See Me No More

The day that he left us he left for so long
He avoided my eyes and said, “Baby, be strong.”
My small and frail body in a heap by the door
I knew after that day I’d see Daddy no more.

We’d go swimming and open up presents on Christmas
That is until she gave in to the sickness
An angel in teal with the heart of a fighter
Grammy’s vodka would make her feel lighter and lighter
One night she got light lying next to a flame
And the candle tipped over and caught her bed frame
And the frame caught the wall
And the whole house did fall
My small and frail body in a heap by the door
I knew after that day I’d see Grammy no more

My daddy was black and my mama had speckles
So I came out tan, my nose covered in freckles
But Mama’s new boyfriend didn’t like people dark
He liked them all Southern, like him: white and stark
So he yelled and he screamed and he shouted at me
“Babe, the kid’s got to go.
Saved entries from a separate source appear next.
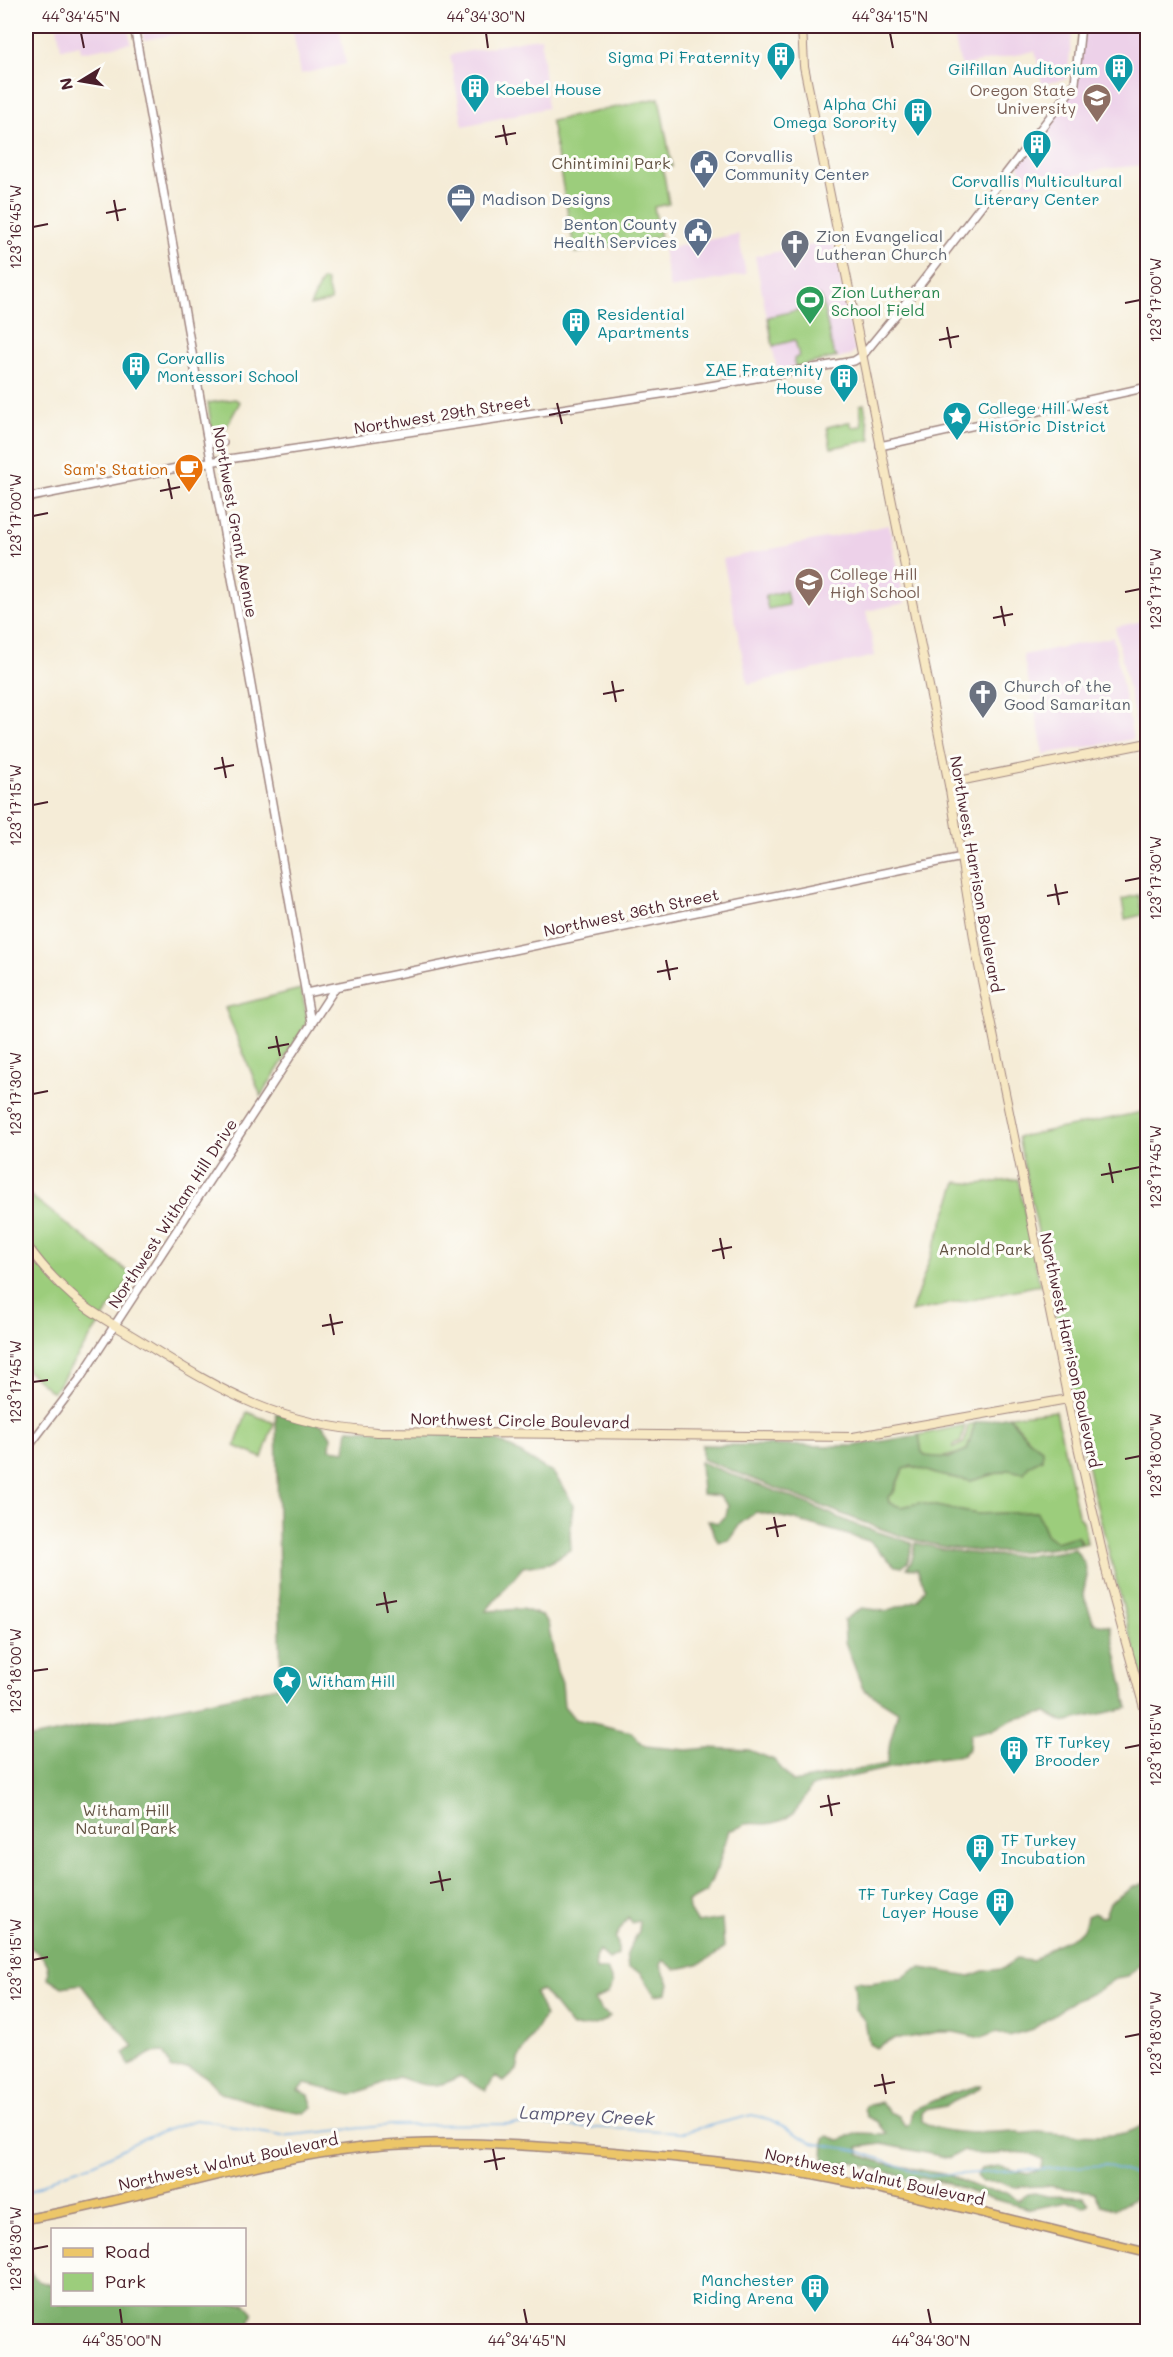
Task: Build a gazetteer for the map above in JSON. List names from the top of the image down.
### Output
{
  "streets": {
    "main road": ["Northwest Harrison Boulevard", "Northwest Circle Boulevard", "Northwest Walnut Boulevard"],
    "street": [
      "Northwest 29th Street",
      "Northwest Grant Avenue",
      "Northwest 36th Street",
      "Northwest Witham Hill Drive"
    ]
  },
  "crossings": [
    ["Northwest 29th Street", "Northwest Grant Avenue"],
    ["Northwest 29th Street", "Northwest Harrison Boulevard"],
    ["Northwest Grant Avenue", "Northwest 36th Street"],
    ["Northwest Grant Avenue", "Northwest Witham Hill Drive"],
    ["Northwest Harrison Boulevard", "Northwest 36th Street"],
    ["Northwest Harrison Boulevard", "Northwest Circle Boulevard"],
    ["Northwest 36th Street", "Northwest Witham Hill Drive"],
    ["Northwest Witham Hill Drive", "Northwest Circle Boulevard"]
  ],
  "water": ["Lamprey Creek"],
  "parks": ["Chintimini Park", "Arnold Park", "Witham Hill Natural Park"],
  "places": {
    "building": [
      "Sigma Pi Fraternity",
      "Gilfillan Auditorium",
      "Koebel House",
      "Alpha Chi Omega Sorority",
      "Corvallis Multicultural Literary Center",
      "Residential Apartments",
      "Corvallis Montessori School",
      "ΣΑΕ Fraternity House",
      "TF Turkey Brooder",
      "TF Turkey Incubation",
      "TF Turkey Cage Layer House",
      "Manchester Riding Arena"
    ],
    "school or university": ["Oregon State University", "College Hill High School"],
    "public building": ["Corvallis Community Center", "Benton County Health Services"],
    "office": ["Madison Designs"],
    "church": ["Zion Evangelical Lutheran Church", "Church of the Good Samaritan"],
    "sports": ["Zion Lutheran School Field"],
    "place": ["College Hill West Historic District", "Witham Hill"],
    "cafe": ["Sam's Station"]
  },
  "legend": ["Road", "Park"],
  "north": "left",
  "coordinates": [
    "44°34'45\"N",
    "44°34'30\"N",
    "44°34'15\"N",
    "123°16'45\"W",
    "123°17'00\"W",
    "123°17'15\"W",
    "123°17'30\"W",
    "123°17'45\"W",
    "123°18'00\"W",
    "123°18'15\"W",
    "123°18'30\"W",
    "44°35'00\"N"
  ]
}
Kick her out, let’s be free.”
So I came home and found my things packed on the stoop
My whole life, on the driveway, by the basketball hoop
My small and frail body in a heap by the door
I knew after that day I’d see Mama no more

My whole life I’ve been left. I’ve been thrown right away
So I stopped believing that someone would stay
I strung up a curtain round my heart and my mind
And hid my secrets in places that nobody could find

At my school the kids have two parents and money
Here my life is a joke and my future is funny
I have no need to share, I pretend I’m like them
I’ll keep my whole life behind one curtain hem.